(Items from a data source)
▬▬▬▬▬▬

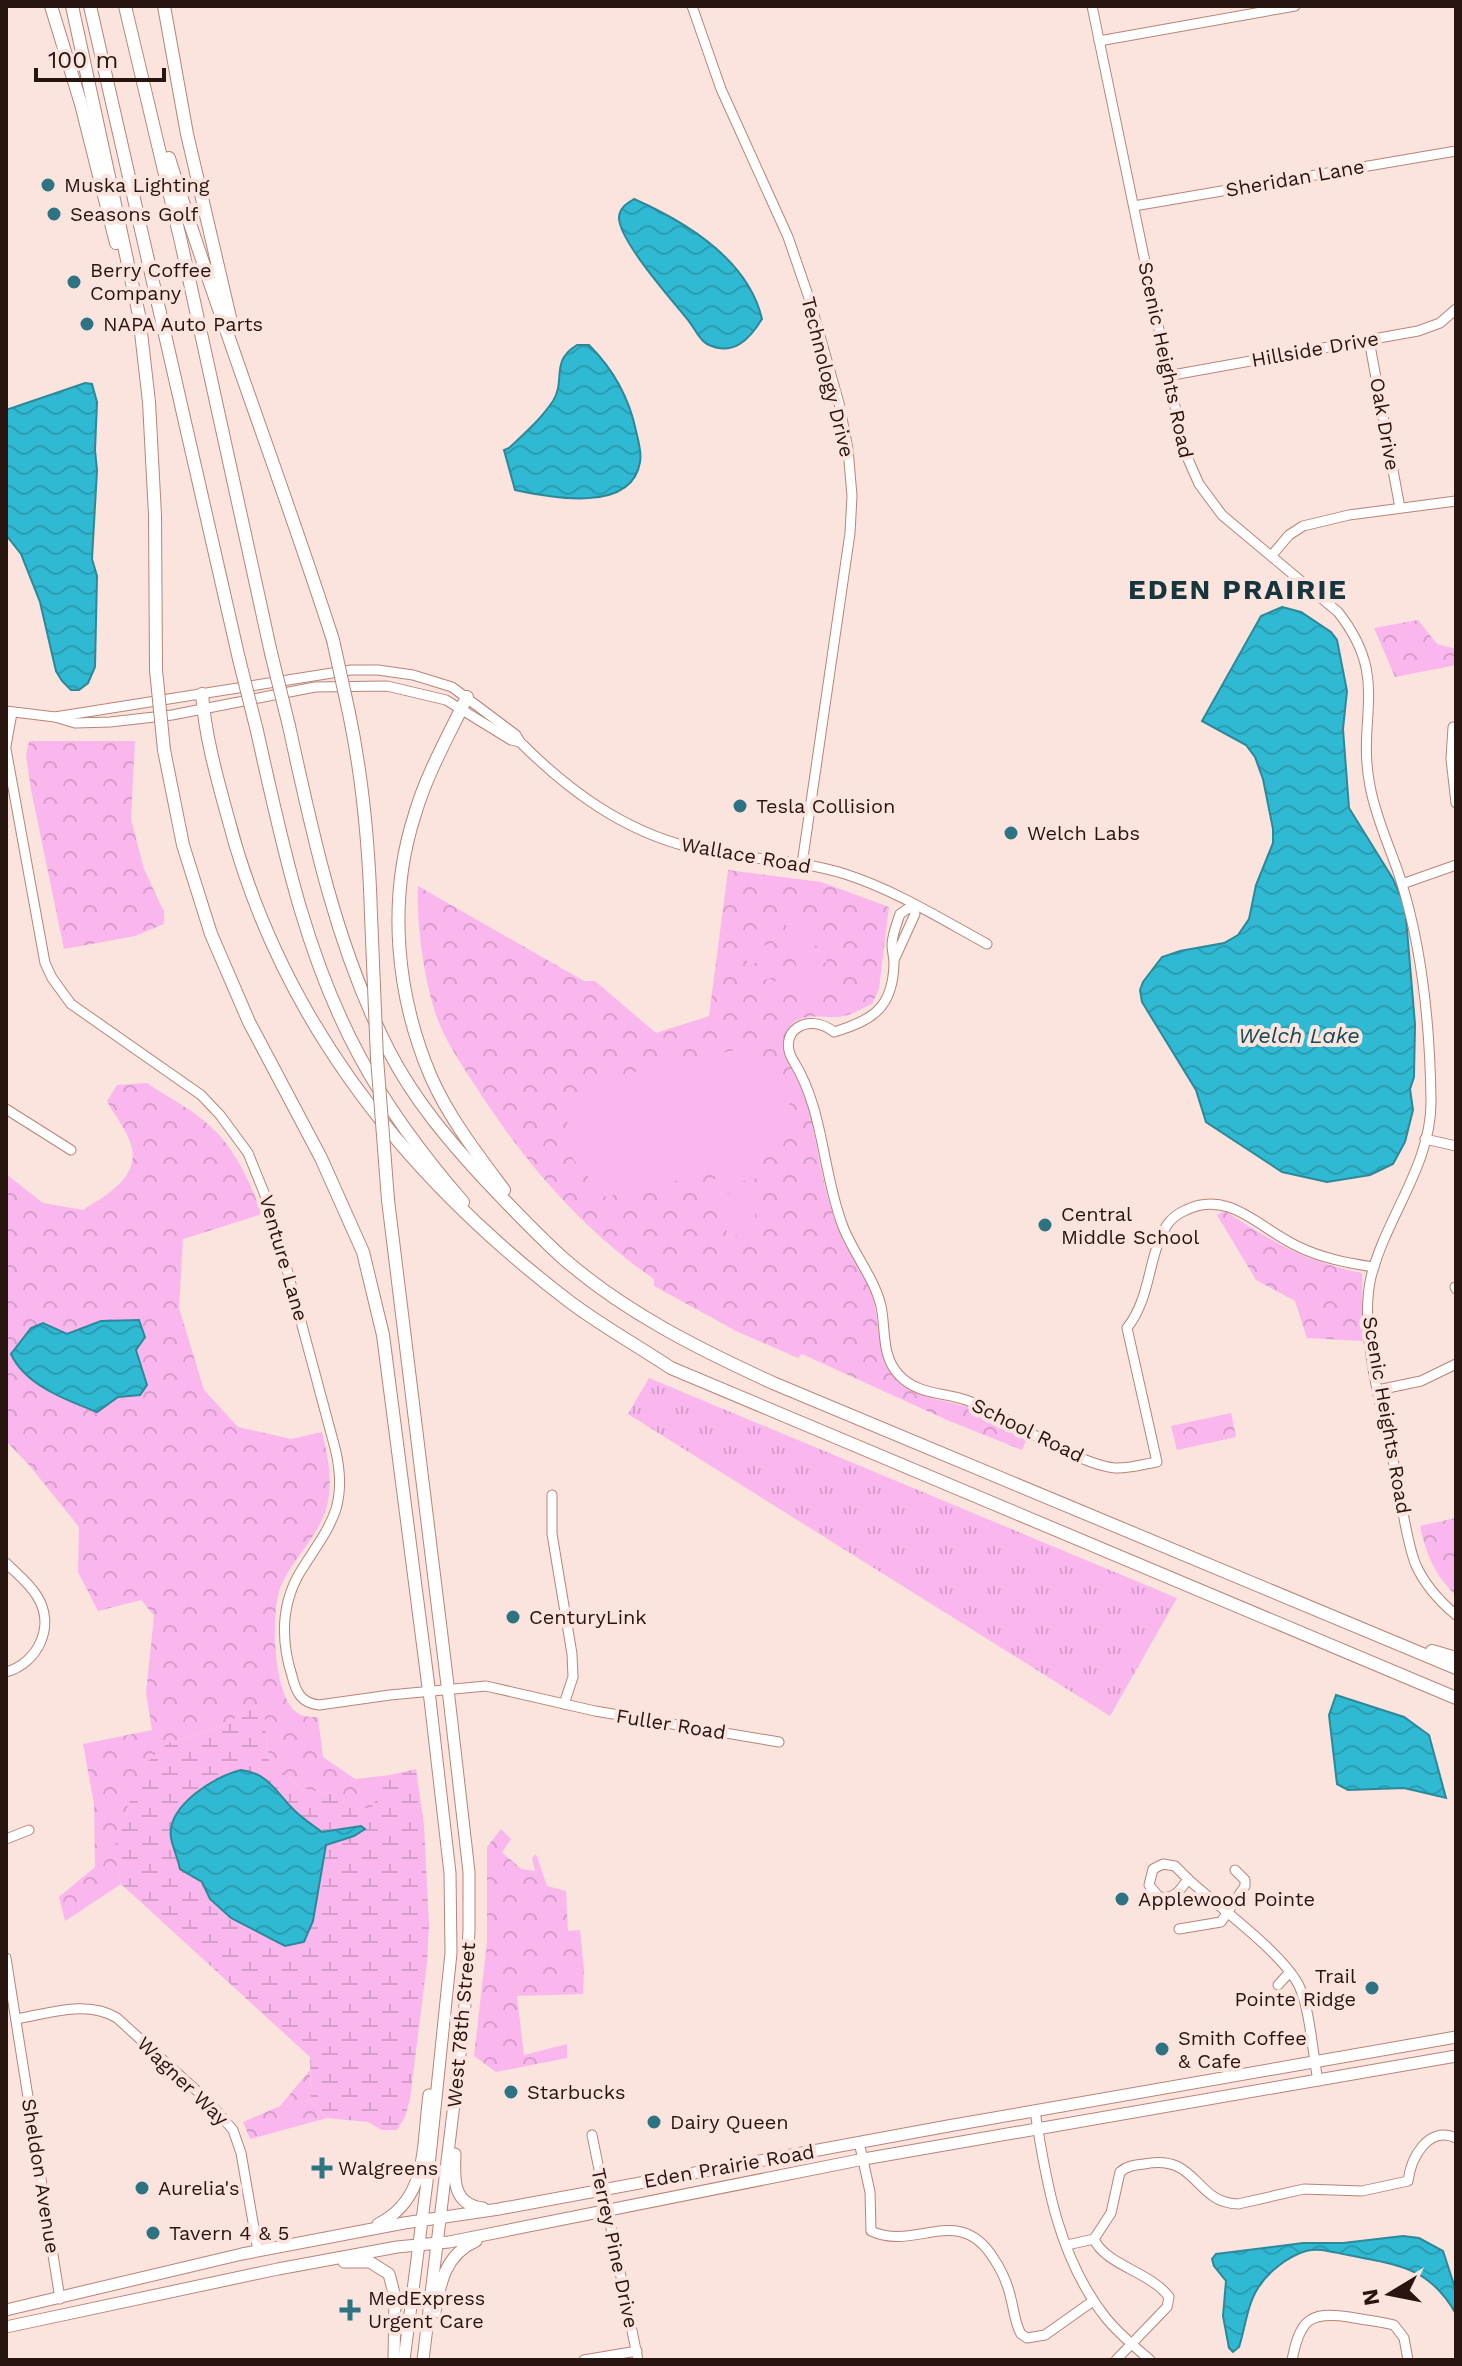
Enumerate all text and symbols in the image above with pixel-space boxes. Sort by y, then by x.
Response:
scale bar [36,32,164,82]
text: 100 m [48,46,118,74]
street label: Sheridan Lane [1224,154,1366,202]
place label: Muska Lighting [64,173,210,197]
marker: Muska Lighting [39,176,57,194]
place label: Seasons Golf [70,202,199,226]
marker: Seasons Golf [45,205,63,223]
place label: Berry Coffee Company [90,258,212,305]
street label: Scenic Heights Road [1133,260,1199,460]
marker: Berry Coffee Company [65,273,83,291]
street label: Technology Drive [796,294,860,460]
place label: NAPA Auto Parts [103,312,263,336]
marker: NAPA Auto Parts [78,315,96,333]
street label: Hillside Drive [1250,326,1380,372]
street label: Oak Drive [1365,376,1405,472]
district label: EDEN PRAIRIE [1128,573,1348,606]
place label: Tesla Collision [756,794,895,818]
marker: Tesla Collision [731,797,749,815]
place label: Welch Labs [1027,821,1140,845]
marker: Welch Labs [1002,824,1020,842]
street label: Wallace Road [679,832,813,878]
water label: Welch Lake [1238,1023,1360,1048]
street label: Venture Lane [255,1192,313,1324]
place label: Central Middle School [1061,1202,1199,1249]
marker: Central Middle School [1036,1216,1054,1234]
street label: Scenic Heights Road [1358,1314,1416,1516]
street label: School Road [968,1393,1088,1467]
place label: CenturyLink [529,1605,647,1629]
marker: CenturyLink [504,1608,522,1626]
street label: Fuller Road [614,1703,728,1745]
place label: Applewood Pointe [1138,1887,1315,1911]
marker: Applewood Pointe [1113,1890,1131,1908]
street label: West 78th Street [442,1941,480,2109]
place label: Trail Pointe Ridge [1234,1964,1356,2011]
marker: Trail Pointe Ridge [1363,1979,1381,1997]
place label: Smith Coffee & Cafe [1178,2026,1307,2073]
street label: Wagner Way [132,2031,234,2131]
marker: Smith Coffee & Cafe [1153,2040,1171,2058]
place label: Starbucks [527,2080,625,2104]
marker: Starbucks [502,2083,520,2101]
street label: Sheldon Avenue [17,2097,65,2255]
place label: Dairy Queen [670,2110,789,2134]
marker: Dairy Queen [645,2113,663,2131]
street label: Eden Prairie Road [642,2139,816,2193]
place label: Walgreens [338,2156,438,2180]
marker: Walgreens [313,2159,331,2177]
street label: Terrey Pine Drive [586,2166,644,2330]
place label: Aurelia's [158,2176,240,2200]
marker: Aurelia's [133,2179,151,2197]
place label: Tavern 4 & 5 [169,2221,289,2245]
marker: Tavern 4 & 5 [144,2224,162,2242]
north arrow [1350,2254,1430,2334]
place label: MedExpress Urgent Care [368,2286,485,2333]
text: N [1357,2287,1385,2308]
marker: MedExpress Urgent Care [339,2299,361,2321]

▬▬▬▬▬▬

▶ [TASK REQUIREMENTS]:
Output each line of the records exactly. Any picture is skipped.

▶ [TASK ANSWER]:
Enumerate all text and symbols in the image above with pixel-space boxes. Sort by y, then by x.
Response:
scale bar [36,32,164,82]
text: 100 m [48,46,118,74]
street label: Sheridan Lane [1224,154,1366,202]
place label: Muska Lighting [64,173,210,197]
marker: Muska Lighting [39,176,57,194]
place label: Seasons Golf [70,202,199,226]
marker: Seasons Golf [45,205,63,223]
place label: Berry Coffee Company [90,258,212,305]
street label: Scenic Heights Road [1133,260,1199,460]
marker: Berry Coffee Company [65,273,83,291]
street label: Technology Drive [796,294,860,460]
place label: NAPA Auto Parts [103,312,263,336]
marker: NAPA Auto Parts [78,315,96,333]
street label: Hillside Drive [1250,326,1380,372]
street label: Oak Drive [1365,376,1405,472]
district label: EDEN PRAIRIE [1128,573,1348,606]
place label: Tesla Collision [756,794,895,818]
marker: Tesla Collision [731,797,749,815]
place label: Welch Labs [1027,821,1140,845]
marker: Welch Labs [1002,824,1020,842]
street label: Wallace Road [679,832,813,878]
water label: Welch Lake [1238,1023,1360,1048]
street label: Venture Lane [255,1192,313,1324]
place label: Central Middle School [1061,1202,1199,1249]
marker: Central Middle School [1036,1216,1054,1234]
street label: Scenic Heights Road [1358,1314,1416,1516]
street label: School Road [968,1393,1088,1467]
place label: CenturyLink [529,1605,647,1629]
marker: CenturyLink [504,1608,522,1626]
street label: Fuller Road [614,1703,728,1745]
place label: Applewood Pointe [1138,1887,1315,1911]
marker: Applewood Pointe [1113,1890,1131,1908]
street label: West 78th Street [442,1941,480,2109]
place label: Trail Pointe Ridge [1234,1964,1356,2011]
marker: Trail Pointe Ridge [1363,1979,1381,1997]
place label: Smith Coffee & Cafe [1178,2026,1307,2073]
street label: Wagner Way [132,2031,234,2131]
marker: Smith Coffee & Cafe [1153,2040,1171,2058]
place label: Starbucks [527,2080,625,2104]
marker: Starbucks [502,2083,520,2101]
street label: Sheldon Avenue [17,2097,65,2255]
place label: Dairy Queen [670,2110,789,2134]
marker: Dairy Queen [645,2113,663,2131]
street label: Eden Prairie Road [642,2139,816,2193]
place label: Walgreens [338,2156,438,2180]
marker: Walgreens [313,2159,331,2177]
street label: Terrey Pine Drive [586,2166,644,2330]
place label: Aurelia's [158,2176,240,2200]
marker: Aurelia's [133,2179,151,2197]
place label: Tavern 4 & 5 [169,2221,289,2245]
marker: Tavern 4 & 5 [144,2224,162,2242]
north arrow [1350,2254,1430,2334]
place label: MedExpress Urgent Care [368,2286,485,2333]
text: N [1357,2287,1385,2308]
marker: MedExpress Urgent Care [339,2299,361,2321]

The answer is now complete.